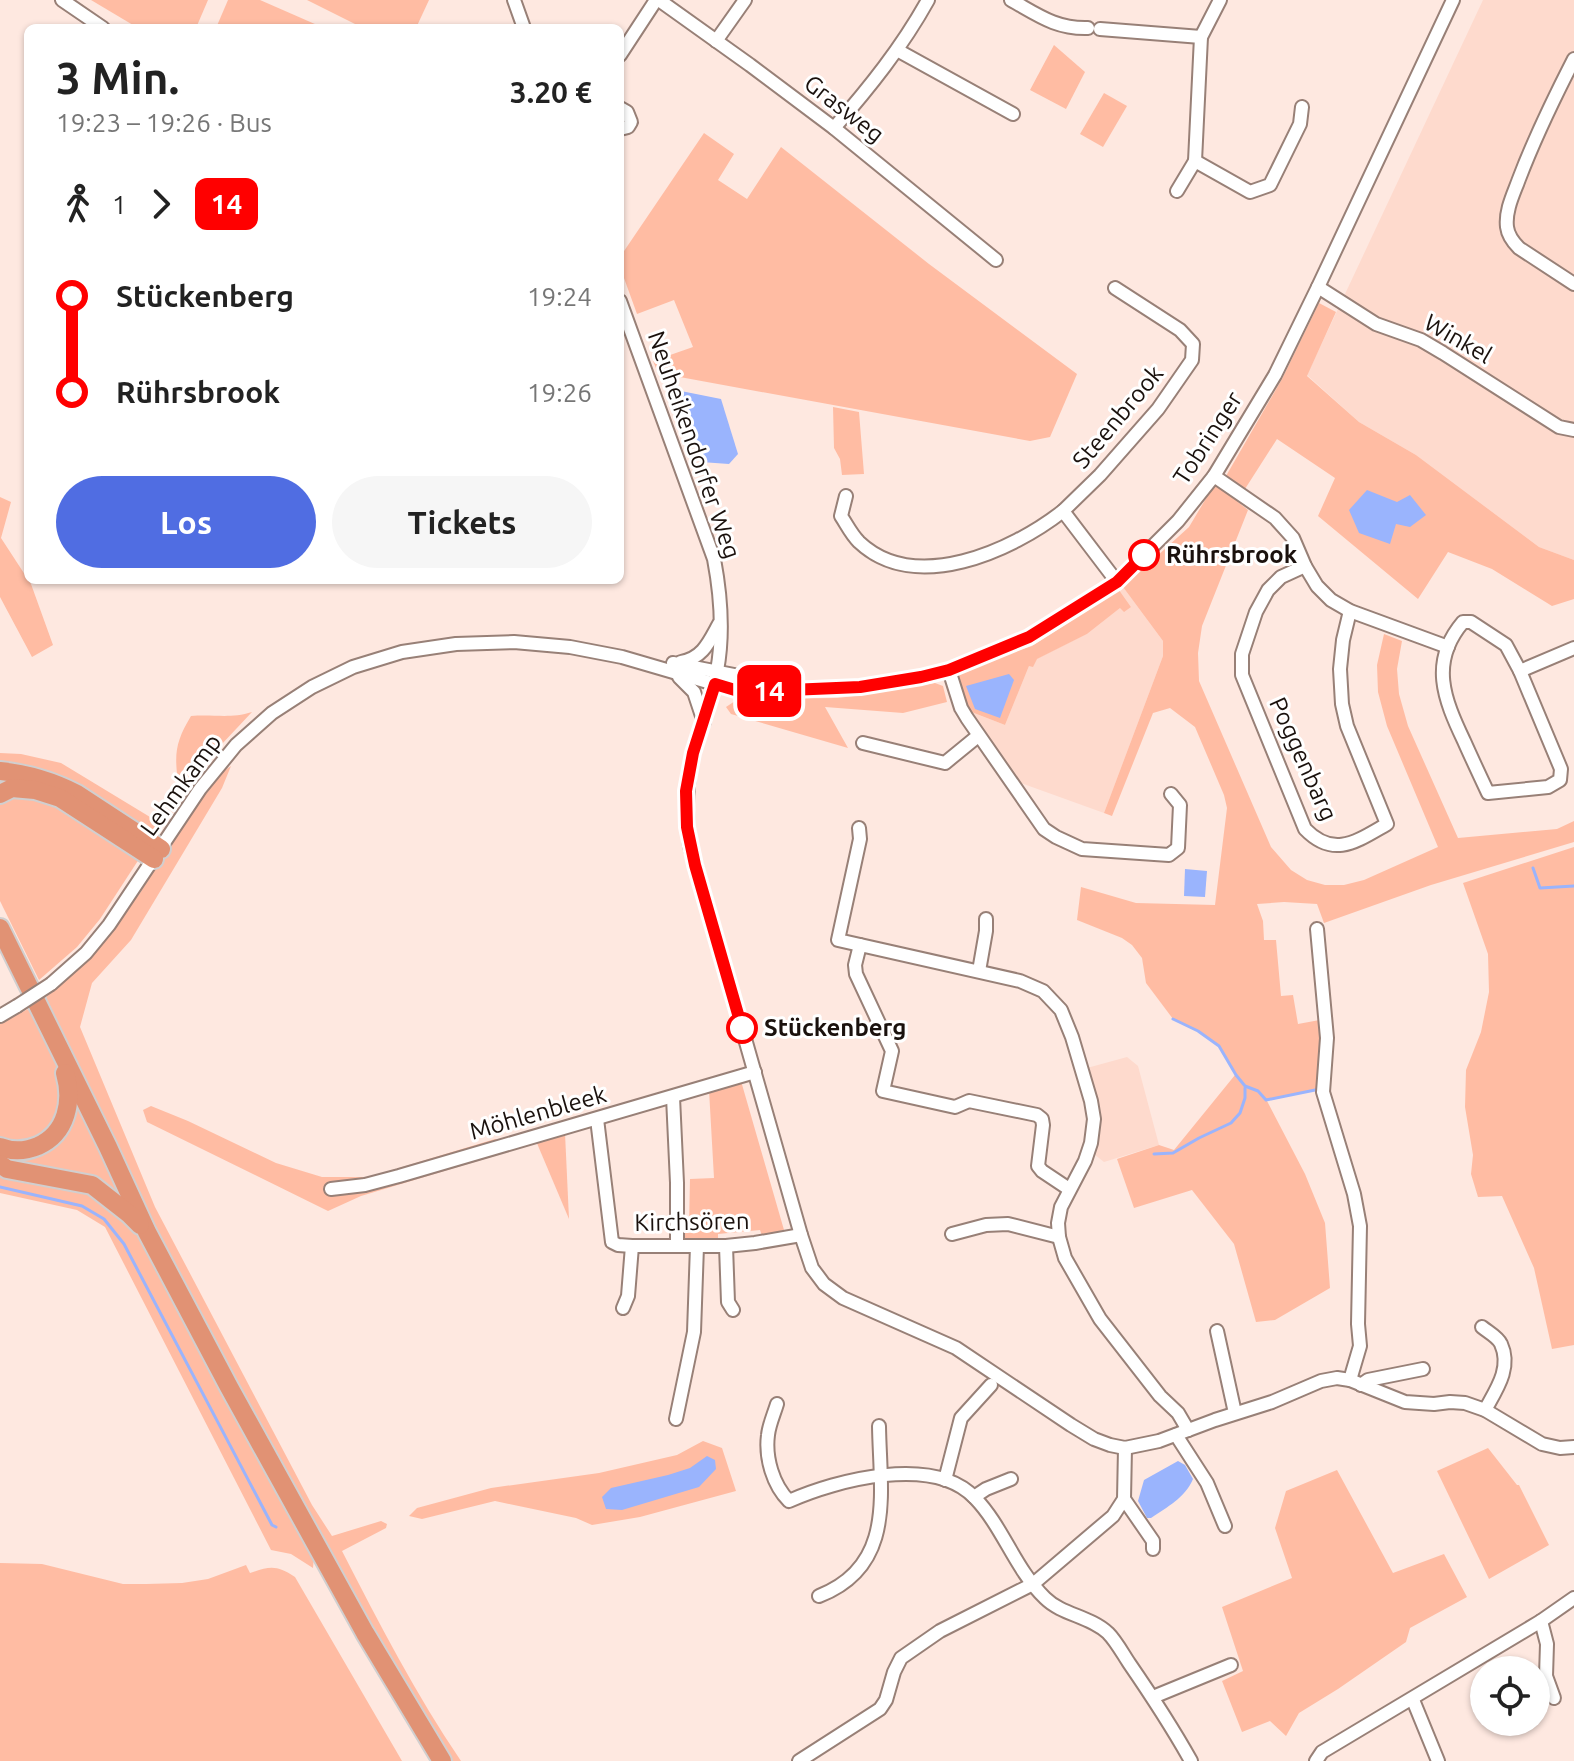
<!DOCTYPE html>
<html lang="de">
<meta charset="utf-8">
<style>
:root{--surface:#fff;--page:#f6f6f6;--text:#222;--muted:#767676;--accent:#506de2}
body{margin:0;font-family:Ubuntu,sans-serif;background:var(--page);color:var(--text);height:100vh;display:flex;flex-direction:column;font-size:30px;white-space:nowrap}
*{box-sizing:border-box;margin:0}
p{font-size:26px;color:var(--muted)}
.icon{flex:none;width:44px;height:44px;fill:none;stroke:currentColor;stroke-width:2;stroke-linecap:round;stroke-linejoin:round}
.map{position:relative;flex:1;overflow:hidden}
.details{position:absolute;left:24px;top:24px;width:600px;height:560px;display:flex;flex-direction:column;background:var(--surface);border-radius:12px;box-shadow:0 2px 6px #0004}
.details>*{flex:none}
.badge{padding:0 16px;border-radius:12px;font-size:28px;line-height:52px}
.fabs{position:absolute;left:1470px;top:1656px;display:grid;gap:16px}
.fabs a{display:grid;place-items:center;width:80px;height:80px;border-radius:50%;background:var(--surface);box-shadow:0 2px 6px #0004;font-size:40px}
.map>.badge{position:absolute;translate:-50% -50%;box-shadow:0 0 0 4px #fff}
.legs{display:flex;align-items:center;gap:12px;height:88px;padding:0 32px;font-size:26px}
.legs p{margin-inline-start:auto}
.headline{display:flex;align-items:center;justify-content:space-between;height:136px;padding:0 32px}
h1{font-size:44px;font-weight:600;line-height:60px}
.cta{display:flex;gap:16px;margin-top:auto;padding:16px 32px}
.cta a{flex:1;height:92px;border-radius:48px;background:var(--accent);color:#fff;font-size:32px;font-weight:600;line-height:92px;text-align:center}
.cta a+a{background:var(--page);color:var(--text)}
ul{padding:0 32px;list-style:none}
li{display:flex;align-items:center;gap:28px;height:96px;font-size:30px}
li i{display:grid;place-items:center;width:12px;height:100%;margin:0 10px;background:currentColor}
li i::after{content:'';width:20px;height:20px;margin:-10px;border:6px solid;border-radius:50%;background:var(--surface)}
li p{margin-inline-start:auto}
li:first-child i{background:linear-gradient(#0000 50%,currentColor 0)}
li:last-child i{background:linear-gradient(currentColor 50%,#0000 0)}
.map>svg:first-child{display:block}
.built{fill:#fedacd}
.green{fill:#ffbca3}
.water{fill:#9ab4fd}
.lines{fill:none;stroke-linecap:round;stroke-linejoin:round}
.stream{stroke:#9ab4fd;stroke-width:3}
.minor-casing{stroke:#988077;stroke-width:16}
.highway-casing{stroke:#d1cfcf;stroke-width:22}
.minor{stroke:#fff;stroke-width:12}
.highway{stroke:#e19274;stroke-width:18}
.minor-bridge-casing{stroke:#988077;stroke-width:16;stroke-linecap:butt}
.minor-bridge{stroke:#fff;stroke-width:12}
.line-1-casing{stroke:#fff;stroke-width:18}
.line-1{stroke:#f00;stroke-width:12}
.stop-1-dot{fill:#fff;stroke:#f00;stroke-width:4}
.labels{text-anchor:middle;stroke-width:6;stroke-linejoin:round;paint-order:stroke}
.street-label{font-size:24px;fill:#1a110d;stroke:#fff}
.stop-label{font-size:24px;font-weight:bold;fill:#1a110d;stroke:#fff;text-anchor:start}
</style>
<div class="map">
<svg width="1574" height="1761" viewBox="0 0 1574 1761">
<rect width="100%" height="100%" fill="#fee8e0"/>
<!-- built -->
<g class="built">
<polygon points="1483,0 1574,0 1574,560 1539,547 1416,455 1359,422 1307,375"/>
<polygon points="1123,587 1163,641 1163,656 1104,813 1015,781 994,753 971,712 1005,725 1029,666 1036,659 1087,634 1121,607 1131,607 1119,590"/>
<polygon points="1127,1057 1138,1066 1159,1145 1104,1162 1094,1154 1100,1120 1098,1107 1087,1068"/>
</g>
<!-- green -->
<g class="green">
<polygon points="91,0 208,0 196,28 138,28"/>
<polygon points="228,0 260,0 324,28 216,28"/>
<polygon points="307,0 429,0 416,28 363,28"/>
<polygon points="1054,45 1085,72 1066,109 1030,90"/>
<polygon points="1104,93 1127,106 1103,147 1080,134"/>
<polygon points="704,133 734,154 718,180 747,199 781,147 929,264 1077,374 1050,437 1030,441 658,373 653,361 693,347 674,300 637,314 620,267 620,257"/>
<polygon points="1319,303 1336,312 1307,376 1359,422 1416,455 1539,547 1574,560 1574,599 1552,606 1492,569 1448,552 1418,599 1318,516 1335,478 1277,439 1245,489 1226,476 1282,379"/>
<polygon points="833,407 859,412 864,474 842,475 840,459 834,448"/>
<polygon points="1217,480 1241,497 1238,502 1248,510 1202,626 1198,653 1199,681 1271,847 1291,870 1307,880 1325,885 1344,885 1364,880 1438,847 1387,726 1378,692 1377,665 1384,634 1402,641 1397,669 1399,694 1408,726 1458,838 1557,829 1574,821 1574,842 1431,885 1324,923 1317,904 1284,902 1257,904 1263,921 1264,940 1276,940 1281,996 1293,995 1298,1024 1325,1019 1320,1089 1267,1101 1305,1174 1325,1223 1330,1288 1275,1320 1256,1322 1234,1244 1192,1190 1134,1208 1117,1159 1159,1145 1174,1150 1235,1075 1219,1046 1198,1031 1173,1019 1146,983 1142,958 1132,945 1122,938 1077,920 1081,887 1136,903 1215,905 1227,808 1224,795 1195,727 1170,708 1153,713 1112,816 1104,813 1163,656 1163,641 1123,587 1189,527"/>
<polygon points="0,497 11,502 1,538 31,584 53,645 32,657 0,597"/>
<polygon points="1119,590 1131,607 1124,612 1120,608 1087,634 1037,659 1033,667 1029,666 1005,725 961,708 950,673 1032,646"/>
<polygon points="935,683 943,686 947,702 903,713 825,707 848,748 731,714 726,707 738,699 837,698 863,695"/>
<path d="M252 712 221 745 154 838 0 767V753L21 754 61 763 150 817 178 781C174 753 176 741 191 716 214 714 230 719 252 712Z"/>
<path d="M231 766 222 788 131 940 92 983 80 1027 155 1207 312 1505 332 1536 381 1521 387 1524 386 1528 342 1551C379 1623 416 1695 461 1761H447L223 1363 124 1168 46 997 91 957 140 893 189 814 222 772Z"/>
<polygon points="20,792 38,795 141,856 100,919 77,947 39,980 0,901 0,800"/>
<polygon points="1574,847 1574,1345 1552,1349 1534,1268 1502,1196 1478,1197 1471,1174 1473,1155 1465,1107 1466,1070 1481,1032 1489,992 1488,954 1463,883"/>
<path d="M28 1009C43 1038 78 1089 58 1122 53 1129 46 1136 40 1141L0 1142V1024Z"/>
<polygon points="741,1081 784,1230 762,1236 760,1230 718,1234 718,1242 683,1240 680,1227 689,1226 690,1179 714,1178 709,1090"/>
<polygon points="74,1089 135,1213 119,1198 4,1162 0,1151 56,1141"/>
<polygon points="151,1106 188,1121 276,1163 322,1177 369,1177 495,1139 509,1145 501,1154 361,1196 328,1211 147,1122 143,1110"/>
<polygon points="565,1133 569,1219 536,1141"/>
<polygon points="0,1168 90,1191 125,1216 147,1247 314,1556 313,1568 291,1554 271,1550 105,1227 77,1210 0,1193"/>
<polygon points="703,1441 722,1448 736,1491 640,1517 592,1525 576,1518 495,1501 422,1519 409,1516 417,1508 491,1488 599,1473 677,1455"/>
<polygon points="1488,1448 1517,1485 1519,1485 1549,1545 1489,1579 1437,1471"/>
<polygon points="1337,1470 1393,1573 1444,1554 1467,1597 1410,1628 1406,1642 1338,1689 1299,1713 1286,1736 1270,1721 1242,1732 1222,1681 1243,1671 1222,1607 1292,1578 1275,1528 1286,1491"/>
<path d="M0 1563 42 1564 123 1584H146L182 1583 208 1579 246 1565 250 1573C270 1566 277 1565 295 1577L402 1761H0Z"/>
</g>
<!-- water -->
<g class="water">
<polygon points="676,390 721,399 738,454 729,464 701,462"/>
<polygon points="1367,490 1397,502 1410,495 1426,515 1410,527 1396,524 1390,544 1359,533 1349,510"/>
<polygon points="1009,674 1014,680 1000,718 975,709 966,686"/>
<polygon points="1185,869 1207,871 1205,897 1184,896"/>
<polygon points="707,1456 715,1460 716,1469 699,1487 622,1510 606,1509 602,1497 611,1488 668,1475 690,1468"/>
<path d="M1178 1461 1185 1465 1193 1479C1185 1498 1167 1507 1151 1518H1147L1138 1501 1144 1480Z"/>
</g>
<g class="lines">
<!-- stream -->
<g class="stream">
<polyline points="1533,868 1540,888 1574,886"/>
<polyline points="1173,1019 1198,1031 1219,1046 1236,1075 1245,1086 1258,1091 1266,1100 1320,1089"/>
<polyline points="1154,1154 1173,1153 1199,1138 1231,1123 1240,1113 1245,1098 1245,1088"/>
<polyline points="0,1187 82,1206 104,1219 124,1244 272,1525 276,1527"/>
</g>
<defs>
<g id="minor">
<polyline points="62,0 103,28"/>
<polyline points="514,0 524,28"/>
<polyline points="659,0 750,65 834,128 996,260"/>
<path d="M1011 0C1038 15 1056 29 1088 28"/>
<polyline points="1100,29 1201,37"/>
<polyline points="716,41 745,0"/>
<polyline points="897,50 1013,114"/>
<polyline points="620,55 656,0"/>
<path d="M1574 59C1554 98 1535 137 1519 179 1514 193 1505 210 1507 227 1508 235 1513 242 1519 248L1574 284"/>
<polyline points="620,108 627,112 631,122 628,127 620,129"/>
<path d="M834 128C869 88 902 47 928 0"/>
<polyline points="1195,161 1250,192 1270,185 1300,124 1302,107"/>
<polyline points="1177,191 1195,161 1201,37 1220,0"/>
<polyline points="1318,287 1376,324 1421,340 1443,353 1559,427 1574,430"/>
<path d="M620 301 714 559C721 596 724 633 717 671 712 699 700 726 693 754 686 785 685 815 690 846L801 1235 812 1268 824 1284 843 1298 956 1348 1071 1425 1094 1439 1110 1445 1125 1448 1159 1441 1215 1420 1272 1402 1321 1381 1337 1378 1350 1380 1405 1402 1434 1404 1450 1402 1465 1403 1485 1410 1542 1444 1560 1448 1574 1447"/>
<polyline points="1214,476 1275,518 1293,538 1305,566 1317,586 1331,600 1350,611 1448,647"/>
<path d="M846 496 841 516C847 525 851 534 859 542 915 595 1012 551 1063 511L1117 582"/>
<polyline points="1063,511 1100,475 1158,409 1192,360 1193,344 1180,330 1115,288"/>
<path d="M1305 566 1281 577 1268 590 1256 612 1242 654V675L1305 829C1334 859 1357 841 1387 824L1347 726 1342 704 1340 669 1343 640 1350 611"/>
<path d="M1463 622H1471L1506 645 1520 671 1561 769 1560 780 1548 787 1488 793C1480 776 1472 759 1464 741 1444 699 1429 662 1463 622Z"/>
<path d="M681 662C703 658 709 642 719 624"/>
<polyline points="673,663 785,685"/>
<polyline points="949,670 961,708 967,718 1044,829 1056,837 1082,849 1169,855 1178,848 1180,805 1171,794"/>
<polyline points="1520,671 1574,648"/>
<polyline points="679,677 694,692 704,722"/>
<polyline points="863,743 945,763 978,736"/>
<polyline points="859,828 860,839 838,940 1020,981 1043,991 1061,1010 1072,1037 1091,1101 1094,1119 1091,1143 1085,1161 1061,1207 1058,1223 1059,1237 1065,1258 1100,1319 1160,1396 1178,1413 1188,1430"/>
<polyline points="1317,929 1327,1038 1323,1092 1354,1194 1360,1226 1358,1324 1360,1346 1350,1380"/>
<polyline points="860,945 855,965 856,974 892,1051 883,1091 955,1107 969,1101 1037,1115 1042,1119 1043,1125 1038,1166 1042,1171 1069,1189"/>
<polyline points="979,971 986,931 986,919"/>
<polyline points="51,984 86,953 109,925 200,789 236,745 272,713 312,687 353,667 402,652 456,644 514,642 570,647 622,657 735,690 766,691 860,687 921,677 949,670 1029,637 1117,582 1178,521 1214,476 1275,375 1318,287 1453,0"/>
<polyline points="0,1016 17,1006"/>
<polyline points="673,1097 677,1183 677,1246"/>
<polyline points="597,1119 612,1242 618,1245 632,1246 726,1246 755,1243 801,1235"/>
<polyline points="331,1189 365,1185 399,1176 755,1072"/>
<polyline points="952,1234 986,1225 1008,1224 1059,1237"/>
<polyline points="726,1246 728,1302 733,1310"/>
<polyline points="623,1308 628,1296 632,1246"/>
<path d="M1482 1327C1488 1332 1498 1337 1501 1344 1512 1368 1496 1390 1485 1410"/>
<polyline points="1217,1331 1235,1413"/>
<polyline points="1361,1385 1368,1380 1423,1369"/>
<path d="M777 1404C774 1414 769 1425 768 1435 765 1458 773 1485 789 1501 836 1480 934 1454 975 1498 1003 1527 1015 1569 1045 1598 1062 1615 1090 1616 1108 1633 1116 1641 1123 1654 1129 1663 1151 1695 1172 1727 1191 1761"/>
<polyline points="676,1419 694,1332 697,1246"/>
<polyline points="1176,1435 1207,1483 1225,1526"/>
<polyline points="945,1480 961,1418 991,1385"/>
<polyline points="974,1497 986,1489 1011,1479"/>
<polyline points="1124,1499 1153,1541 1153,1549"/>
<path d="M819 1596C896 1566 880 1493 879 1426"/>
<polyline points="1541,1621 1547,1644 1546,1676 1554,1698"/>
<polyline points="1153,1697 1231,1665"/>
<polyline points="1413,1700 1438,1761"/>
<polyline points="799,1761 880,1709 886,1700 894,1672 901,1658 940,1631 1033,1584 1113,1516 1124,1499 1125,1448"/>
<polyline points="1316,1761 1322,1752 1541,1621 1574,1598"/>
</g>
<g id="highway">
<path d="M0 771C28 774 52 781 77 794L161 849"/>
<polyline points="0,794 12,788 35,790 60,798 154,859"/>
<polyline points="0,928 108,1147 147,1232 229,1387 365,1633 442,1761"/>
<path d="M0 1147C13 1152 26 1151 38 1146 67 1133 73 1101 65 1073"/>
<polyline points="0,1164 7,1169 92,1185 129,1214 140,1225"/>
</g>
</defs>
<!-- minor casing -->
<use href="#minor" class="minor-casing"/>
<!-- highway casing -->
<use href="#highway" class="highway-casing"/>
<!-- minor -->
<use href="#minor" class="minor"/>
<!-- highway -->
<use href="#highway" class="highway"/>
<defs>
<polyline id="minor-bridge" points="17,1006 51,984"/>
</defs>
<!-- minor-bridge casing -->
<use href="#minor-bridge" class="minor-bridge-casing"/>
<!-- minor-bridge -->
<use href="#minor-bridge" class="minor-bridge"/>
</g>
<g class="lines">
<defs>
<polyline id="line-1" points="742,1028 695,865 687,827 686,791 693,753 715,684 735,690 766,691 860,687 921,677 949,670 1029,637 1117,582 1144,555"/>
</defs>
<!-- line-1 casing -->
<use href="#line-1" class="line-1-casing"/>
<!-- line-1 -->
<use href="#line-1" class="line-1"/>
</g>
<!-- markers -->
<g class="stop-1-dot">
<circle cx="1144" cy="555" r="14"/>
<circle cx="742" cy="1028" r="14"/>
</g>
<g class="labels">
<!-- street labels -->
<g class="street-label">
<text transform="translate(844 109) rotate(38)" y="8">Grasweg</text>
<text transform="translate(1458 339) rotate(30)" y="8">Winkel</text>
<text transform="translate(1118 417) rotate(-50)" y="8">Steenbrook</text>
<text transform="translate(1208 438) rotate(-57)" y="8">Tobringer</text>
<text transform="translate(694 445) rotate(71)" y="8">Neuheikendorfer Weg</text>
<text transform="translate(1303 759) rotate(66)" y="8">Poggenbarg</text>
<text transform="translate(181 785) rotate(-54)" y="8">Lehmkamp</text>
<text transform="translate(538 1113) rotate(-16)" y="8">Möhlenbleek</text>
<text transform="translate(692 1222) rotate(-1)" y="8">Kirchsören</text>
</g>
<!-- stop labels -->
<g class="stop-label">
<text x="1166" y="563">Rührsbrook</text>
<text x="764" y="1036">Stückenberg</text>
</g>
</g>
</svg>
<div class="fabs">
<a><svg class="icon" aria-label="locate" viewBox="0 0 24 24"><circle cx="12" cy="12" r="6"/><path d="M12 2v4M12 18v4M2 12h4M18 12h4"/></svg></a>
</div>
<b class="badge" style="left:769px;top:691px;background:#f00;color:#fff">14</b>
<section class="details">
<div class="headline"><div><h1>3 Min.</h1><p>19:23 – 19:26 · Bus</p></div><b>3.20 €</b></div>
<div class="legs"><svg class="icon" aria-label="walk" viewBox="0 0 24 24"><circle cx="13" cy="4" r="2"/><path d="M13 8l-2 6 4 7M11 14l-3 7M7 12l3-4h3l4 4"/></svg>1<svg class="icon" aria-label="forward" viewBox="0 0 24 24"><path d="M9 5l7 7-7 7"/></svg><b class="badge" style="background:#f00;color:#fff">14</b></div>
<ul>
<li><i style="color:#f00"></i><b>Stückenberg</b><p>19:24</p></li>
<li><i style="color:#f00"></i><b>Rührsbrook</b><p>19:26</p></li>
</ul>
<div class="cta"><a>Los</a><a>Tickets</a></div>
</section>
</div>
_ _ _
Task description ▸ Determine how many lines of the listing above hold the word "column". Report that number without anything else.

Written solution ▸ 2